Bilirkişi ön raporu kapsamında davacı vekili 21/10/2019 tarihli dilekçesi ile taleplerini somutlaştırdığını bildirmiş, bunun üzerine dosya yeniden bilirkişi heyetine tevdii edilmiştir. Bilirkişi heyeti 25/08/2020 tarihli raporunda; Davacının dava konusu döneme ait ticari defterlerinin tasdiklerinin yasal süresi içinde usulüne uygun şekilde yapılmış olduğu, kayıtları uyumlu olan davacı ticari defterlerinin sahipleri lehine delil olma özelliğini haiz olduğu, taraflar arasında 01/09/1997 tarihli bayilik sözleşmesi kurulduğu, sözleşmenin 01/06/2003 tarihinde davalı tarafından haksız şekilde fesih edildiğinin davanın kesinleşen kısmı ile sabit olduğu, davacının haksız fesih ile uğranılan zararların içeriği ve miktarı ile ilgili detaylı açıklamalarda bulunmadığı, delil sunmadığı, delillerin …. Asliye Ticaret Mahkemesi’nin … Esas sayılı dosyasında mevcut olduğunu bildirdiği, bildirilen dosyadaki bilirkişi tespit ve hesaplamalar esas alınarak zarar hesaplaması yapıldığı, dava konusu alacakların bahsi geçen bilirkişi raporunda aktivasyon, canlı abone primi, yatırım, sigorta, reklam, işletme, kira destek alacakları şeklinde hesaplandığı, bu alacak kalemleri içinde aktivasyon ve canlı abone primi dışındaki kalemlerin davalının işletme giderlerine destek amacıyla ödenen giderler olduğu, bu giderlerin hesaplamaya dahil edilmemesi gerektiği, bu sebeple sözleşmenin fesih edilmesi ile iş sona erdiğinden giderlere destek amacı ile ödenen bedellerin tazminat hesaplamasına dahil edilmediği, hesaplamanın 5 yıllık hasılatın ortalaması şekilde yapılacağı, ancak dava konusu sözleşme faaliyeti 3 yıl 5 ay devam ettiğinden ortalama bu dönem dikkate alınarak yapılacağı, 3 yıl + 5 ay = 41 ay olarak hesaplandığı, aktivasyon bedeli ve canlı abone priminin 41 aylık ortalamasının 12 ile çarpılarak tazminat hesabı yapıldığı, bayilik sözleşmesinin davalı tarafından haksız feshi ile uğranılan zarar bedelinin 166.407,22 TL olarak hesaplandığı tespitlerinde bulunulmuştur.

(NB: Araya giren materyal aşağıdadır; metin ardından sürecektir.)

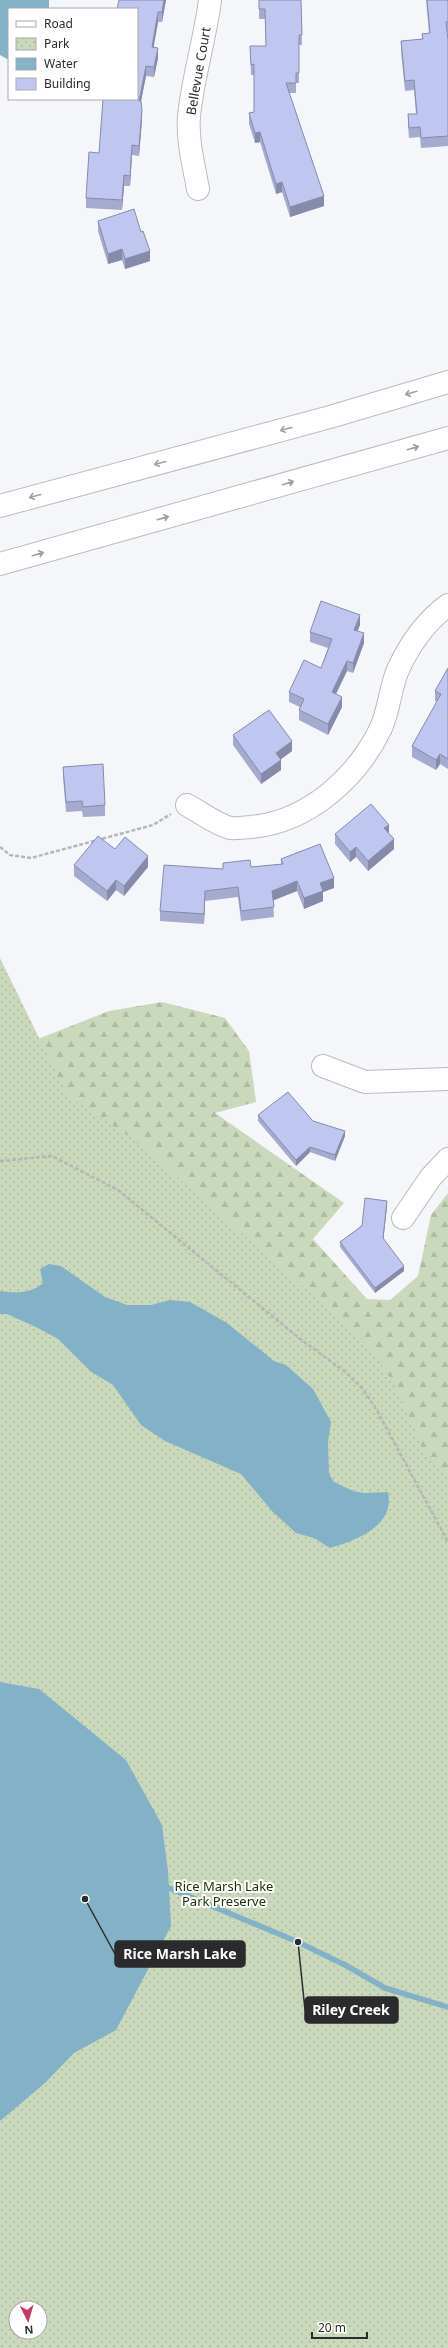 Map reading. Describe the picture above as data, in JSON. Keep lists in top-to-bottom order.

Bilirkişi raporu taraflara tebliğ edilmiş, taraf vekillerince rapora karşı beyan ve itirazlarını içerir dilekçeler sunulmuştur. Davacı yanca, dava sebepleri ile bilirkişi raporuna karşı itirazlarının dosyanın geçirdiği safahata rağmen yeterince somutlaştırılmaması ve delillendirilmemesi, kaldı ki davalı yanın dosyaya vaki itiraz ve def’ilerinin bilirkişi raporundaki tespite konu hususlar de dikkate alınarak Mahkememizce değerlendirilebilecek olması nedeniyle usul ekonomisi de dikkate alınarak ek veyahut yeniden bilirkişi incelemesi yaptırılmamıştır.
İstanbul Bölge Adliye Mahkemesi 16. Hukuk Dairesi tarafından 22/11/2018 tarih ve … E, … K sayılı kararla; “3-Davacının, dava dilekçesinde bahsettiği ….Asliye Ticaret Mahkemesi’nin … esas (Bozma sonrası esası … esas) sayılı dosyasında bilirkişi raporunda tespit edilen 4.060,814,59 TL alacakdan daha önce hüküm kurulup tahsil edilen 146.350,89 TL alacağın mahsubundan sonra bakiye alacakdan fazlaya ilişkin haklar saklı kalmak kaydıyla şimdilik 20.000,00 TL alacağın tahsili için açtığı davasının kesin hüküm nedeniyle HMK’nun 114/1-i ve 115.maddeleri uyarınca USULDEN REDDİNE,” kesin olarak karar verildiğinden davacının alacak talebi bakımından yeniden hüküm tesisine yer olmadığına karar verilmesi gerekmiştir.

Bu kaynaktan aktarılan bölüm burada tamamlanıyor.